## Work required
Gather up every line from the entries below that uses the word "overflow".

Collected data
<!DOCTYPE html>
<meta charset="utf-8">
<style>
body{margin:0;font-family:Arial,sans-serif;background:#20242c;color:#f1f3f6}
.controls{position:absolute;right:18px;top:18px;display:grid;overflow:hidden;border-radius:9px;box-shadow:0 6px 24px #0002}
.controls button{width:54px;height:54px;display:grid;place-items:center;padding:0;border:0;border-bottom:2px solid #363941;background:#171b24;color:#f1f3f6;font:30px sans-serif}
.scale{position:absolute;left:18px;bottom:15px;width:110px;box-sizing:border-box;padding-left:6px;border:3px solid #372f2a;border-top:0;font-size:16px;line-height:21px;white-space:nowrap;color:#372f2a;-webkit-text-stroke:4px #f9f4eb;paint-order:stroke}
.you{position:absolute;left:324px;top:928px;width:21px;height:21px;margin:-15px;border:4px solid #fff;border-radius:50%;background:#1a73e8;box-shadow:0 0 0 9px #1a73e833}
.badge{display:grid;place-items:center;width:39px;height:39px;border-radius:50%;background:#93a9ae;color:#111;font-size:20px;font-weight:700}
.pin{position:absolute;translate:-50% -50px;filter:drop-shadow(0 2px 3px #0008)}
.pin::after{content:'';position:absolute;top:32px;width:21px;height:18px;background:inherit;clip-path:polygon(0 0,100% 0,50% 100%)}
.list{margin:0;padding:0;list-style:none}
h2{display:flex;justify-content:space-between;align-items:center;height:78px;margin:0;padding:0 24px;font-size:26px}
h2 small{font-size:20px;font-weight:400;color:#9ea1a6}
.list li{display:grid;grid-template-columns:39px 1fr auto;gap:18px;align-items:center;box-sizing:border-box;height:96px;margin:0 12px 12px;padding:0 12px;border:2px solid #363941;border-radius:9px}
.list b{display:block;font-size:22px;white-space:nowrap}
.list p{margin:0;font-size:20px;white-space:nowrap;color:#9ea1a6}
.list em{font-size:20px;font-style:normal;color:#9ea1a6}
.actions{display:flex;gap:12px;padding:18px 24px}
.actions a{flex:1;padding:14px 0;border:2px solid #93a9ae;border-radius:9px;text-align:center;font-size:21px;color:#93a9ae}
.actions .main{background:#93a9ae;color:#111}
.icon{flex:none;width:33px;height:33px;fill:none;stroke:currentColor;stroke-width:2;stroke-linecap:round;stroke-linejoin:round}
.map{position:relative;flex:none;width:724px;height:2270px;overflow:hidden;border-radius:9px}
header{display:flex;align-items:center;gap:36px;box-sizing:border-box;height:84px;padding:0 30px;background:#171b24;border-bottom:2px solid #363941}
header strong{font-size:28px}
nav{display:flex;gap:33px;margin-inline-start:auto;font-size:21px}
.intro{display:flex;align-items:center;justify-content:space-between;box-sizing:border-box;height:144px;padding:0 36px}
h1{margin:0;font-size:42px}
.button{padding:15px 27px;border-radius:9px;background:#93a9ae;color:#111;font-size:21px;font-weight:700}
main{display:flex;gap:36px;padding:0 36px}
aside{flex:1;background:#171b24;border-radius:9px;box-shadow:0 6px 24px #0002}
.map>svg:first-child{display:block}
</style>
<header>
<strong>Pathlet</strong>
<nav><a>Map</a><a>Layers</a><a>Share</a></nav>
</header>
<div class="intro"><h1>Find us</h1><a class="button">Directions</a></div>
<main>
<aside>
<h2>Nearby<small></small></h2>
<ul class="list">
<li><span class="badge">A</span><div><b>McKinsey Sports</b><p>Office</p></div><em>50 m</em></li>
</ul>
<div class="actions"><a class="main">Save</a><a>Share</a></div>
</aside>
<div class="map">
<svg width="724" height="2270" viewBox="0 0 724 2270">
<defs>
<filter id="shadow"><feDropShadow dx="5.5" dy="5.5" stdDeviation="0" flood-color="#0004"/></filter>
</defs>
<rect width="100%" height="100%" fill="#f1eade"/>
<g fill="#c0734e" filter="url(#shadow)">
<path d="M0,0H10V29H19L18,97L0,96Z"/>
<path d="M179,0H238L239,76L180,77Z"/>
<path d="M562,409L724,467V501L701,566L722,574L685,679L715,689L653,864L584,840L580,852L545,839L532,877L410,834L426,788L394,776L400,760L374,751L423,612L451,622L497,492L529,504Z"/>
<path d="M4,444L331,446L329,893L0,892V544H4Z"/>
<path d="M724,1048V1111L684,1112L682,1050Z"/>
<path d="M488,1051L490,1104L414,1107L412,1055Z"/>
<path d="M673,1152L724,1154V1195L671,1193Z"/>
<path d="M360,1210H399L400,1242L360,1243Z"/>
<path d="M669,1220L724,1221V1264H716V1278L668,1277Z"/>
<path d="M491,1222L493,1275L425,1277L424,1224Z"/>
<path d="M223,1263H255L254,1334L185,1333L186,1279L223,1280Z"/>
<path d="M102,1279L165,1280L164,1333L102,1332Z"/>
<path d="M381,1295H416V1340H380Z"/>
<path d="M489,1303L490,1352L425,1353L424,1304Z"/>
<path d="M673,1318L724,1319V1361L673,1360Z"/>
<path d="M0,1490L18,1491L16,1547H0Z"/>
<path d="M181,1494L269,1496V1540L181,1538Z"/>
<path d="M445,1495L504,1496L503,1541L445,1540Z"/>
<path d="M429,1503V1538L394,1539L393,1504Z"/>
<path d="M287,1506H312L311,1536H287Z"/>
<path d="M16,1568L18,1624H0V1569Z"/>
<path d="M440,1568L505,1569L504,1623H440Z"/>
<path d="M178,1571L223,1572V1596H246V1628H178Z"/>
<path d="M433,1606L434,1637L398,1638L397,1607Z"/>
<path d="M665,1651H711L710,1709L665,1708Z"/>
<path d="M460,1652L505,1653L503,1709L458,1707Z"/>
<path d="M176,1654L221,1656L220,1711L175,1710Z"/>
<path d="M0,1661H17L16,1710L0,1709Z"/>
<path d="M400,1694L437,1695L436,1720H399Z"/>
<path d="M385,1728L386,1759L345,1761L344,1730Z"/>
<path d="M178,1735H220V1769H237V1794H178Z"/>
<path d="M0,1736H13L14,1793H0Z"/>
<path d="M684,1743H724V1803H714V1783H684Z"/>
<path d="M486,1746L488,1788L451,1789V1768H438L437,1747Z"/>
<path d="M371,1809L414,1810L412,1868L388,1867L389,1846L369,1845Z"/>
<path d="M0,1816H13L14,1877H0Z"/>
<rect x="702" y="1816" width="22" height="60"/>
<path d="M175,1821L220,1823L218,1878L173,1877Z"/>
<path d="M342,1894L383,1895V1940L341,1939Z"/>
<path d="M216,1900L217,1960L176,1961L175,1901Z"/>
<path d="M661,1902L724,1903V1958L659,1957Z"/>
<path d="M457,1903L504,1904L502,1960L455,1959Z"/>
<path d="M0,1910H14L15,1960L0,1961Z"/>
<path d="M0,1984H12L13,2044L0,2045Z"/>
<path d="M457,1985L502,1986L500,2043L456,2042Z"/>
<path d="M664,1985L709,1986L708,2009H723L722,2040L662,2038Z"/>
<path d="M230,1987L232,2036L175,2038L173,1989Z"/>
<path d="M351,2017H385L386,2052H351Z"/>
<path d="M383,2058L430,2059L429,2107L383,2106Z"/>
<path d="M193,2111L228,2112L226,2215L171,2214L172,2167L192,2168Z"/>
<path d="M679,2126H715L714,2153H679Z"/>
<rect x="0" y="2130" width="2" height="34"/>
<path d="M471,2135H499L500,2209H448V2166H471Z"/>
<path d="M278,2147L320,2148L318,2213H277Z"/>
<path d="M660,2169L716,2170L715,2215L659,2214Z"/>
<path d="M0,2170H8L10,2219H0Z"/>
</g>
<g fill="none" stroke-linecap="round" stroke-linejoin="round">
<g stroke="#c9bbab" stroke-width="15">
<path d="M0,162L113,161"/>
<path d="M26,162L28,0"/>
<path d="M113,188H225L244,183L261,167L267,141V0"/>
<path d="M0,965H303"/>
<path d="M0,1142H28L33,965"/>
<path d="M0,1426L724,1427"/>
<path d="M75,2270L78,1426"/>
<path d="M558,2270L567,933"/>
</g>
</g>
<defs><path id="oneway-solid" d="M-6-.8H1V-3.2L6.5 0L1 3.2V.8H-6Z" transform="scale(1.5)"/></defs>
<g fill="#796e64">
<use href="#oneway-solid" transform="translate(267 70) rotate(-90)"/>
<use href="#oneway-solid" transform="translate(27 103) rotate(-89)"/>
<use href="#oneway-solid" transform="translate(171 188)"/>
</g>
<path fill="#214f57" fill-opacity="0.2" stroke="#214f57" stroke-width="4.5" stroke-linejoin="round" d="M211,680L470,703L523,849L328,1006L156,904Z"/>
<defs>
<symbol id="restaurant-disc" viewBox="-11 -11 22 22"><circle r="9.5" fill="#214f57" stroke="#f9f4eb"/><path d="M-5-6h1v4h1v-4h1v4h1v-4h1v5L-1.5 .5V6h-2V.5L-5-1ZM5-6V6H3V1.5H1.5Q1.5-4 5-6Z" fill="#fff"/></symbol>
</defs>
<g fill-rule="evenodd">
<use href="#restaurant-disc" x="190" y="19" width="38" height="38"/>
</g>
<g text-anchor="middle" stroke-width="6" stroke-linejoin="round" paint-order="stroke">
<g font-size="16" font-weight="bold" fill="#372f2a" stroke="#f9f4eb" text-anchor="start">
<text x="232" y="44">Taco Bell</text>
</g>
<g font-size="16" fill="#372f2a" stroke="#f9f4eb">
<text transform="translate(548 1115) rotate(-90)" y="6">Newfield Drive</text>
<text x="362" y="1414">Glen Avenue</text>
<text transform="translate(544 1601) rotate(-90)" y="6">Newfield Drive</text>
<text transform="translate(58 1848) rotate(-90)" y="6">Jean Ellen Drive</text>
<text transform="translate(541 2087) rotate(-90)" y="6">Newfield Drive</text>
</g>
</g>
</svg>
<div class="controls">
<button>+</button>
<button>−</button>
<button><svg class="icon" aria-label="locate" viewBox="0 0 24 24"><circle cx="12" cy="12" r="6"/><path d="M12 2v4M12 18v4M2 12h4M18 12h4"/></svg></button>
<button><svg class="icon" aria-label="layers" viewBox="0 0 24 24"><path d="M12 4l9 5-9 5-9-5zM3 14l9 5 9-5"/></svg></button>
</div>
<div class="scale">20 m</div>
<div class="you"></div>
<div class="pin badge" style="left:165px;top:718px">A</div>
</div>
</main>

## Result for this exercise
.controls{position:absolute;right:18px;top:18px;display:grid;overflow:hidden;border-radius:9px;box-shadow:0 6px 24px #0002}
.map{position:relative;flex:none;width:724px;height:2270px;overflow:hidden;border-radius:9px}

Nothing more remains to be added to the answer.